# Python Example for Loop Unrolling

Performing the same task in Python that we did in C using Cache-Aware Optimization.

> <b>Note:</b> This example is not meant to discourage Python programming! Python is robust and quite useful, which is why most CS majors enjoy it more. We will do Virtual Memory-Aware Programming later this semester so if you prefer Python, you can still apply your Computer Architecture knowledge to improve your Python code.

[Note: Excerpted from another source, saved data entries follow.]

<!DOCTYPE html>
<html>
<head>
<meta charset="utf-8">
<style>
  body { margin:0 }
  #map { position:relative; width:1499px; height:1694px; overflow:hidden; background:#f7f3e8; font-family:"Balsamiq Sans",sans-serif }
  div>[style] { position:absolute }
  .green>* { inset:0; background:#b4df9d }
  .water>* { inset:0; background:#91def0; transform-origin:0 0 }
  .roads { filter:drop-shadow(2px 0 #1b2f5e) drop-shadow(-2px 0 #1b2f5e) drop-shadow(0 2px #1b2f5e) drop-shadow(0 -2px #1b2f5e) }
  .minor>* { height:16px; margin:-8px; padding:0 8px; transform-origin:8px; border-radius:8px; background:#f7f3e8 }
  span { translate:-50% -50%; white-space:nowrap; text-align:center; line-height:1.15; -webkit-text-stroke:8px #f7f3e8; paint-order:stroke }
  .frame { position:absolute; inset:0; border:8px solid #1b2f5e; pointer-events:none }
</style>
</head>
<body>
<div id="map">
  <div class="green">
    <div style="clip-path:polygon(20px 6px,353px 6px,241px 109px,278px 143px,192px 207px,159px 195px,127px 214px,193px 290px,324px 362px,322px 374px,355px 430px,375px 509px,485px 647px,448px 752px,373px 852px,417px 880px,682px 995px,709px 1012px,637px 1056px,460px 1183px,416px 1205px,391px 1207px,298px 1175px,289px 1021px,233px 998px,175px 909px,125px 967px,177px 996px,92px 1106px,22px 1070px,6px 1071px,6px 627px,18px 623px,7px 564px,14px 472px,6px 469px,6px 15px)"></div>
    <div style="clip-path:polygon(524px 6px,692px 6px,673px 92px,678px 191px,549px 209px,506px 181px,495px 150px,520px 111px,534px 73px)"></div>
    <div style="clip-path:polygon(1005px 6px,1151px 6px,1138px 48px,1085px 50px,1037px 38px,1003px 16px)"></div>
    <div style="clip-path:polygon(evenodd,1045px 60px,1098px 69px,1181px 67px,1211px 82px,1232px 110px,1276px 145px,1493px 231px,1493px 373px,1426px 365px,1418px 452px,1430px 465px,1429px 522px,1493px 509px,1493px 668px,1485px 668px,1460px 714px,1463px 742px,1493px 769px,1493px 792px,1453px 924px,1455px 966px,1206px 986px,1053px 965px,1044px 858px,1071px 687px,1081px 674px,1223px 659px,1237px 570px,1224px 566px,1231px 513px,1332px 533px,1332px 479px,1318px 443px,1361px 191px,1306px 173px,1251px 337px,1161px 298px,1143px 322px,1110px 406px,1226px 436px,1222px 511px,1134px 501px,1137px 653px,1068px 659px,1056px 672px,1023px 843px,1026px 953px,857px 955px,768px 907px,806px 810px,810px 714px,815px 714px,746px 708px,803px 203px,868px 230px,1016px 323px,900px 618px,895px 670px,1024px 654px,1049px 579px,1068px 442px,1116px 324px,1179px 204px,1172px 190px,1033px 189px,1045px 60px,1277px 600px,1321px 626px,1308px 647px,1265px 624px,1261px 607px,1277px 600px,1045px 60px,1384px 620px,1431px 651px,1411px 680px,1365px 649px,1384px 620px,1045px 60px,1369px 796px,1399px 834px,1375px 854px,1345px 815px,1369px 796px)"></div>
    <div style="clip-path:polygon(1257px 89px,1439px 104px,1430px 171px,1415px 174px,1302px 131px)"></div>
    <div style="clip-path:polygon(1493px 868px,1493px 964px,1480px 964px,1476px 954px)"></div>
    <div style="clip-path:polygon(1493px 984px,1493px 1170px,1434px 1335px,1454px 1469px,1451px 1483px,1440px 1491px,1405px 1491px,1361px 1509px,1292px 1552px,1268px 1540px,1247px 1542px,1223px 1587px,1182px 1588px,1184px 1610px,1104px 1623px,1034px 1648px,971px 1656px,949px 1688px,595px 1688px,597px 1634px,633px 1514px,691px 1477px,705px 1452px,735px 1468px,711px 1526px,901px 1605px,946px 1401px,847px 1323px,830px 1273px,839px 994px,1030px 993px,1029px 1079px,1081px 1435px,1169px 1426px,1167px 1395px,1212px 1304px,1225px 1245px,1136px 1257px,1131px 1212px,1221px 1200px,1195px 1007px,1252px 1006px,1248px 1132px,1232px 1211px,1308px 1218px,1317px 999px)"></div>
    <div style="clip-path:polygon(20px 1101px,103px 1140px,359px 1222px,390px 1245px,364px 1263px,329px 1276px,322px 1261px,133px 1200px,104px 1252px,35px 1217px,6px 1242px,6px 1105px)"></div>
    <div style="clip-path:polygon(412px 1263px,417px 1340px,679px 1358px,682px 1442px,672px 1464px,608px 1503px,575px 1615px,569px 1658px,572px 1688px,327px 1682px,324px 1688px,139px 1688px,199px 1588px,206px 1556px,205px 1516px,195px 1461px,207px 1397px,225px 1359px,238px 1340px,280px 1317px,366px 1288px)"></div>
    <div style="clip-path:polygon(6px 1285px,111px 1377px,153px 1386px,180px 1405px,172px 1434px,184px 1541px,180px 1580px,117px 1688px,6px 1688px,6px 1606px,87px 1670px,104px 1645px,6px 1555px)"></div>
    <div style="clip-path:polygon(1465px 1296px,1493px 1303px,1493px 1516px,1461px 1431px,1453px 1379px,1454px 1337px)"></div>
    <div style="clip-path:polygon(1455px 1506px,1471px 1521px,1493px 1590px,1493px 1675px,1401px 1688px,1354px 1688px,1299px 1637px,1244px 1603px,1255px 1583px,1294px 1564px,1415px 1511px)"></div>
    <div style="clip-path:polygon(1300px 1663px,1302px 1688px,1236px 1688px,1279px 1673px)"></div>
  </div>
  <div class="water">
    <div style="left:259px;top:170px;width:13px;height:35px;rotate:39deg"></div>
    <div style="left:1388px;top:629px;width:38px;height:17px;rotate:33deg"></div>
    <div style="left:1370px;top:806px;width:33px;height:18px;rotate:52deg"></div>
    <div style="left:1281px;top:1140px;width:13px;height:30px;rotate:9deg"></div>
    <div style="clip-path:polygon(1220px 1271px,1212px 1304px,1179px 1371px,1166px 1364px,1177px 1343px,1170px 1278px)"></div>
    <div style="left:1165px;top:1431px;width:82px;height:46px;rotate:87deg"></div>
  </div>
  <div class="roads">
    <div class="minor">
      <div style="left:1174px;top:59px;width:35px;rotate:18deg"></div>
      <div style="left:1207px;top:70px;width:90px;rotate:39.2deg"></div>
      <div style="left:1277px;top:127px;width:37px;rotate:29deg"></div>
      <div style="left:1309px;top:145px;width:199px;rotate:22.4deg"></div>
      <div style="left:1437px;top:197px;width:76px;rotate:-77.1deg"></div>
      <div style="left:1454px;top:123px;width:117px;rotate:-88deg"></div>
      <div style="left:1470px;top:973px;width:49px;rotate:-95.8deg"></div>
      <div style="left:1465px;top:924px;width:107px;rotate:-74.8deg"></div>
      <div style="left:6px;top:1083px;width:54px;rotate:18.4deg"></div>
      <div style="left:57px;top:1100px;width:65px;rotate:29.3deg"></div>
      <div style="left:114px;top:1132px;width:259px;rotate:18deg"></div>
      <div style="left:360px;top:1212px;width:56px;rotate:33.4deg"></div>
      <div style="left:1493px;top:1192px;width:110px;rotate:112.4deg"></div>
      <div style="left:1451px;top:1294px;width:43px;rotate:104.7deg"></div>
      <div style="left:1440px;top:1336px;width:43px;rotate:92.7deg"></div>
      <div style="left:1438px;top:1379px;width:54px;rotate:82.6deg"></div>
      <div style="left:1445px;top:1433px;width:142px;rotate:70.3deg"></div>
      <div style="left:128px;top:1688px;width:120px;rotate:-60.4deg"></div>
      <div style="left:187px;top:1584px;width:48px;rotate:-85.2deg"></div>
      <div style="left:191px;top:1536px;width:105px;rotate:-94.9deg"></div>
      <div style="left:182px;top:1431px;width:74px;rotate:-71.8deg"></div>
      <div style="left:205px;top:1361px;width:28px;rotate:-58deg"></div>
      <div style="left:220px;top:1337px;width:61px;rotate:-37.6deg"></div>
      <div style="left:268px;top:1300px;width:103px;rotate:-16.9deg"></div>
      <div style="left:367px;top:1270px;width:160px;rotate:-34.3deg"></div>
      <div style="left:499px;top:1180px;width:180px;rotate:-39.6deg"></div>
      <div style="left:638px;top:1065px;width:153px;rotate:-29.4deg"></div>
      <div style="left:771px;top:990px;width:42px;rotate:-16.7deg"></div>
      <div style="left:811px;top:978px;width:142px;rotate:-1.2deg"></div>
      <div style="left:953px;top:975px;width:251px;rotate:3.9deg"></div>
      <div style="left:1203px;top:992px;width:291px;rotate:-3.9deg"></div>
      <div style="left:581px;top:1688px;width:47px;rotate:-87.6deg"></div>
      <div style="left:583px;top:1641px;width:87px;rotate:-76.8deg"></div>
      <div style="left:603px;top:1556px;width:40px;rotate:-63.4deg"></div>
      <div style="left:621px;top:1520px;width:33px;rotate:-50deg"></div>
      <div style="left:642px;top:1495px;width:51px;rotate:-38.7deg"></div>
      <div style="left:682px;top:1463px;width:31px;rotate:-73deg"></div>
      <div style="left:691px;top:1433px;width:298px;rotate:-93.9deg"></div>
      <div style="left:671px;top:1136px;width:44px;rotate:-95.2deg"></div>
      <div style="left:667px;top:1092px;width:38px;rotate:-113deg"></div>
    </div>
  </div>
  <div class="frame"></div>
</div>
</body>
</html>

This example is just meant to show that loop unrolling in Python provides significant benefits.

In [1]:
def func( count, value ):
    return count + value

In [2]:
def no_opt( array_size, the_array ):
    
    sum_val = 0
    
    for count in range(0, 5):
        
        for idx in range(0, array_size):
            
            the_array[idx] = func( count, the_array[idx] )
            sum_val += the_array[idx]

In [3]:
def reg_opt( array_size, the_array ):
    
    sum_val = 0
    
    for idx in range(0, array_size):
        
        arr_idx = the_array[idx]
        
        for count in range(0, 5):
            
            arr_idx = func( count, arr_idx )
            sum_val += arr_idx
            
        the_array[idx] = arr_idx

In [4]:
def unroll_opt( array_size, the_array ):
    
    sum_val = 0
    
    for idx in range(0, array_size):
        
        arr_idx = the_array[idx]
        
        arr_idx = func( 0, arr_idx )
        arr_idx = func( 1, arr_idx )
        arr_idx = func( 2, arr_idx )
        arr_idx = func( 3, arr_idx )
        arr_idx = func( 4, arr_idx )
        
        the_array[idx] = arr_idx

In [5]:
def inline_opt( array_size, the_array ):
    
    sum_val = 0
    
    for idx in range(0, array_size):
        
        arr_idx = the_array[idx]
        
        arr_idx = 0 + arr_idx
        arr_idx = 1 + arr_idx
        arr_idx = 2 + arr_idx
        arr_idx = 3 + arr_idx
        arr_idx = 4 + arr_idx
        
        the_array[idx] = arr_idx

In [6]:
def test_opt( array_test_size ):
    
    the_array = [0] * array_test_size

    print("No Opt")
    %timeit -r1 no_opt( array_test_size, the_array )
    
    print("Reg Opt")
    %timeit -r1 reg_opt( array_test_size, the_array )
    
    print("Unroll Opt")
    %timeit -r1 unroll_opt( array_test_size, the_array )
    
    print("Inline Opt")
    %timeit -r1 inline_opt( array_test_size, the_array )

In [7]:
test_size = 1024
test_opt( test_size )

No Opt
478 µs ± 0 ns per loop (mean ± std. dev. of 1 run, 1000 loops each)
Reg Opt
471 µs ± 0 ns per loop (mean ± std. dev. of 1 run, 1000 loops each)
Unroll Opt
268 µs ± 0 ns per loop (mean ± std. dev. of 1 run, 1000 loops each)
Inline Opt
124 µs ± 0 ns per loop (mean ± std. dev. of 1 run, 10000 loops each)


In [8]:
test_size = 2048
test_opt( test_size )

No Opt
976 µs ± 0 ns per loop (mean ± std. dev. of 1 run, 1000 loops each)
Reg Opt
963 µs ± 0 ns per loop (mean ± std. dev. of 1 run, 1000 loops each)
Unroll Opt
543 µs ± 0 ns per loop (mean ± std. dev. of 1 run, 1000 loops each)
Inline Opt
246 µs ± 0 ns per loop (mean ± std. dev. of 1 run, 1000 loops each)


In [9]:
test_size = 16384
test_opt( test_size )

No Opt
7.94 ms ± 0 ns per loop (mean ± std. dev. of 1 run, 100 loops each)
Reg Opt
7.58 ms ± 0 ns per loop (mean ± std. dev. of 1 run, 100 loops each)
Unroll Opt
4.23 ms ± 0 ns per loop (mean ± std. dev. of 1 run, 100 loops each)
Inline Opt
1.97 ms ± 0 ns per loop (mean ± std. dev. of 1 run, 1000 loops each)